*TASK TO COMPLETE:* When you copy the data, keep every line exactly as written and skip the pictures.

BEGIN MATERIAL PROVIDED

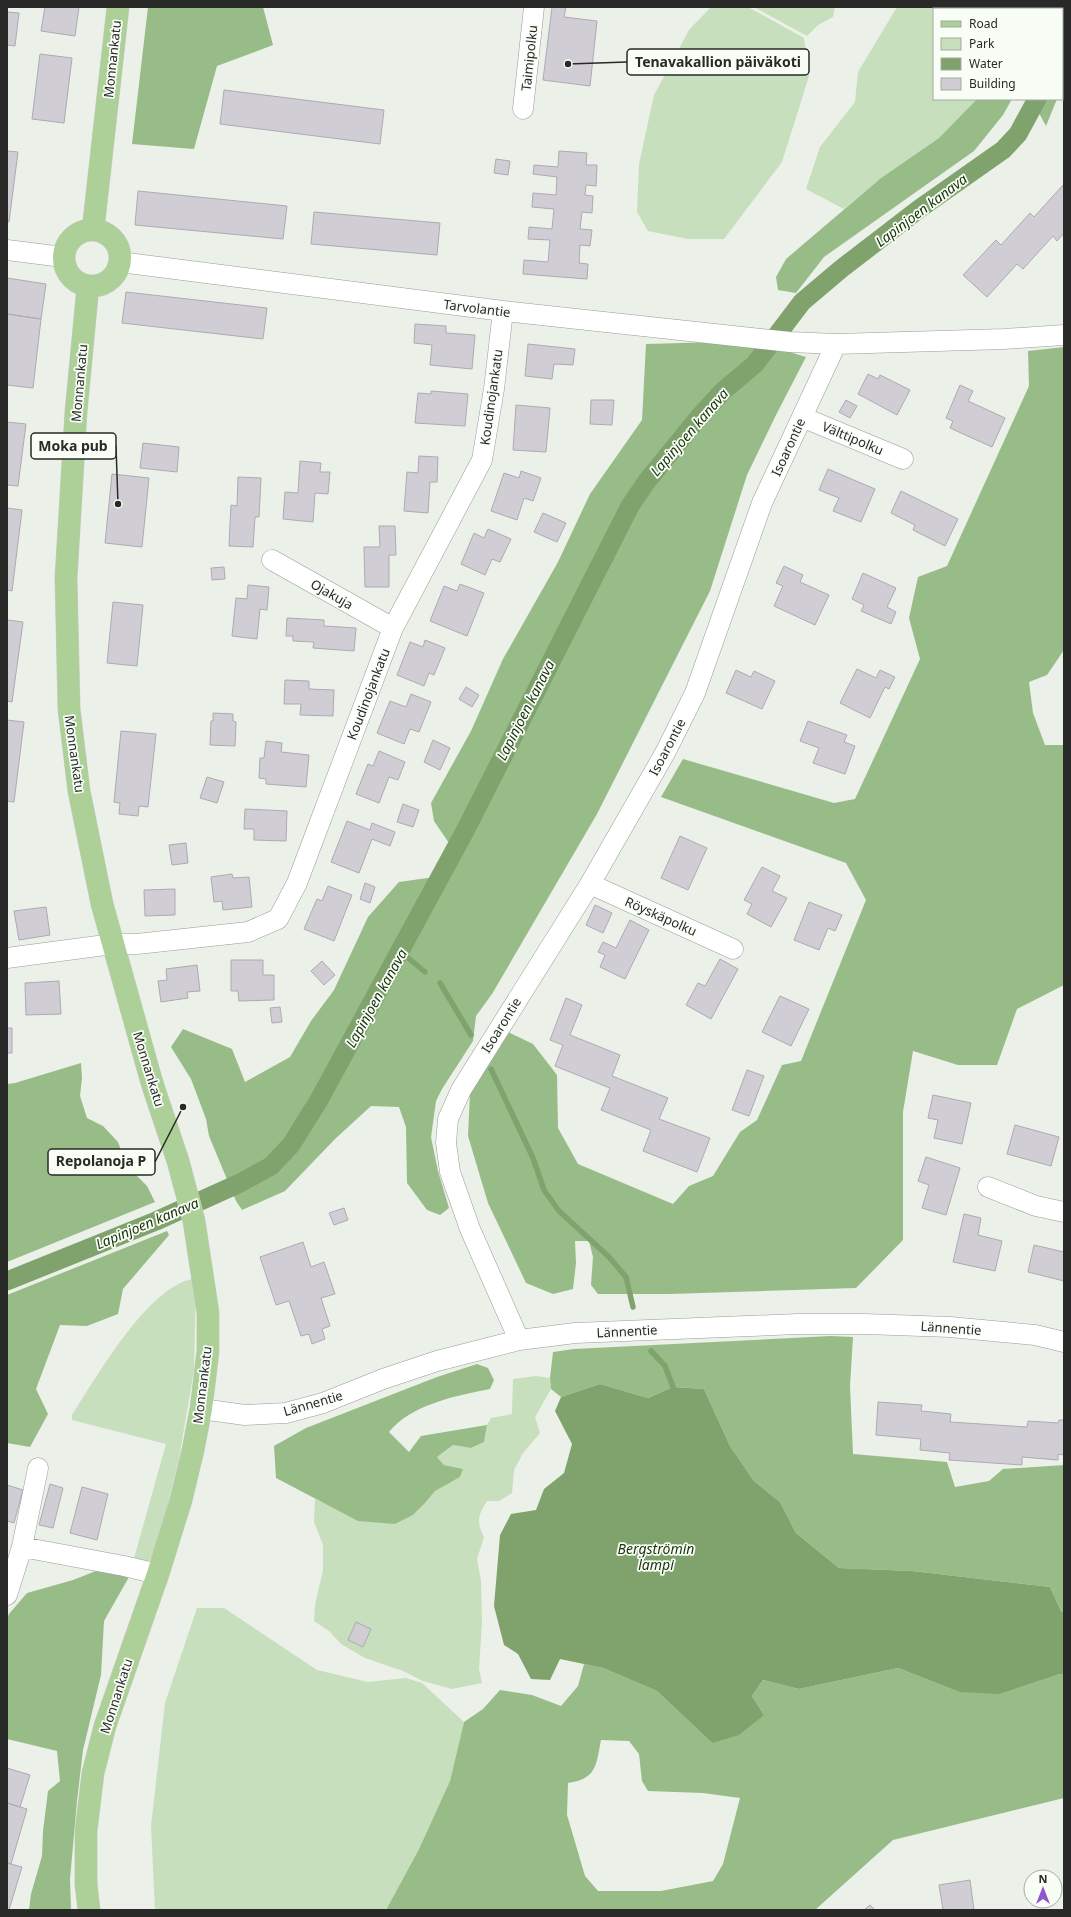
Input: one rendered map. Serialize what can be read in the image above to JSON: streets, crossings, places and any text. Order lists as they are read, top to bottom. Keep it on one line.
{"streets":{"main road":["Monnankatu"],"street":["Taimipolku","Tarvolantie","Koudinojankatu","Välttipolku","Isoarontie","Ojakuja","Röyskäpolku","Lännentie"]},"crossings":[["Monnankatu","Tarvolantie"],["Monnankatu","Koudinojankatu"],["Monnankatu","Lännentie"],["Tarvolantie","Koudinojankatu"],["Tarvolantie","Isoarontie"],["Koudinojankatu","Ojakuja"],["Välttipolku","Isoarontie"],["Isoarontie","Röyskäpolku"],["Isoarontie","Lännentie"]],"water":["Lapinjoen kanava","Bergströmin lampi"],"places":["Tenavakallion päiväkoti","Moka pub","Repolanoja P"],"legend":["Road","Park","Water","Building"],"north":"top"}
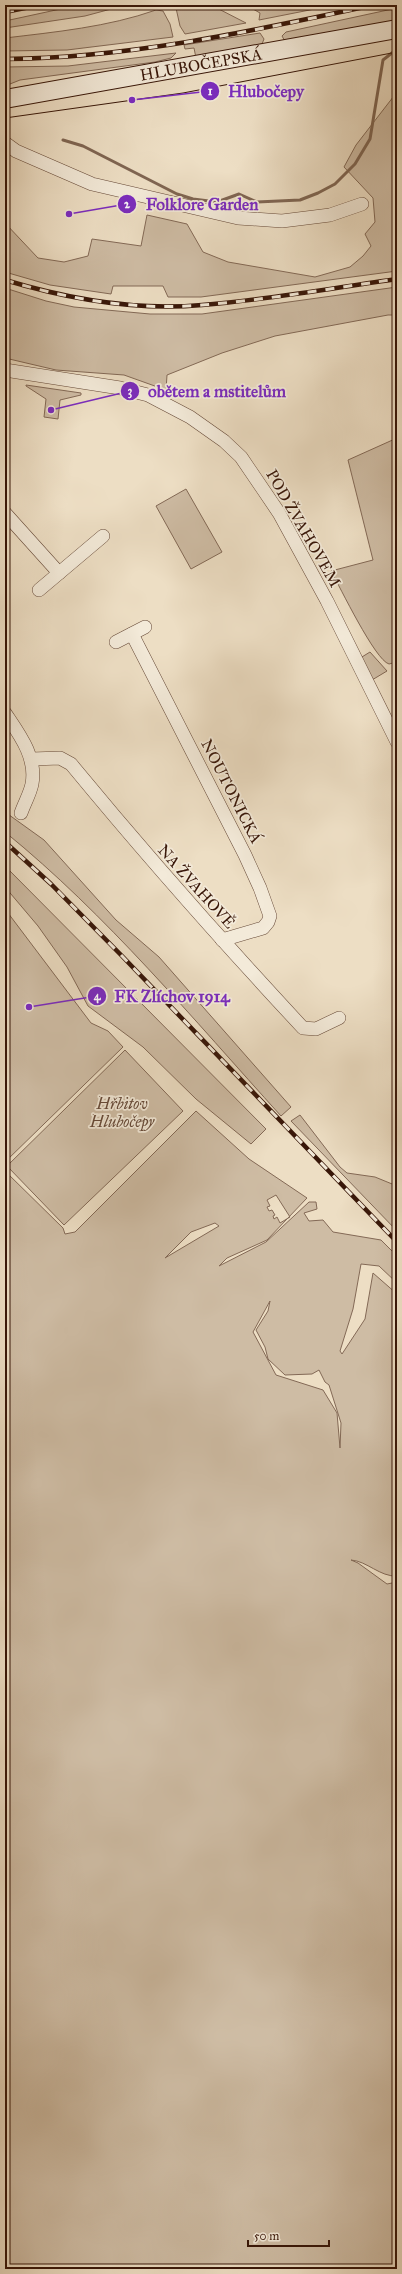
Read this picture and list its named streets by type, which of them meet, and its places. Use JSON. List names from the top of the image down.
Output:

END MATERIAL PROVIDED

*TASK RESULT:*
Input: one rendered map. Serialize what can be read in the image above to JSON: streets, crossings, places and any text. Order lists as they are read, top to bottom. Keep it on one line.
{"streets":{"main road":["Monnankatu"],"street":["Taimipolku","Tarvolantie","Koudinojankatu","Välttipolku","Isoarontie","Ojakuja","Röyskäpolku","Lännentie"]},"crossings":[["Monnankatu","Tarvolantie"],["Monnankatu","Koudinojankatu"],["Monnankatu","Lännentie"],["Tarvolantie","Koudinojankatu"],["Tarvolantie","Isoarontie"],["Koudinojankatu","Ojakuja"],["Välttipolku","Isoarontie"],["Isoarontie","Röyskäpolku"],["Isoarontie","Lännentie"]],"water":["Lapinjoen kanava","Bergströmin lampi"],"places":["Tenavakallion päiväkoti","Moka pub","Repolanoja P"],"legend":["Road","Park","Water","Building"],"north":"top"}
Read this picture and list its named streets by type, which of them meet, and its places. Use JSON. List names from the top of the image down.
Output:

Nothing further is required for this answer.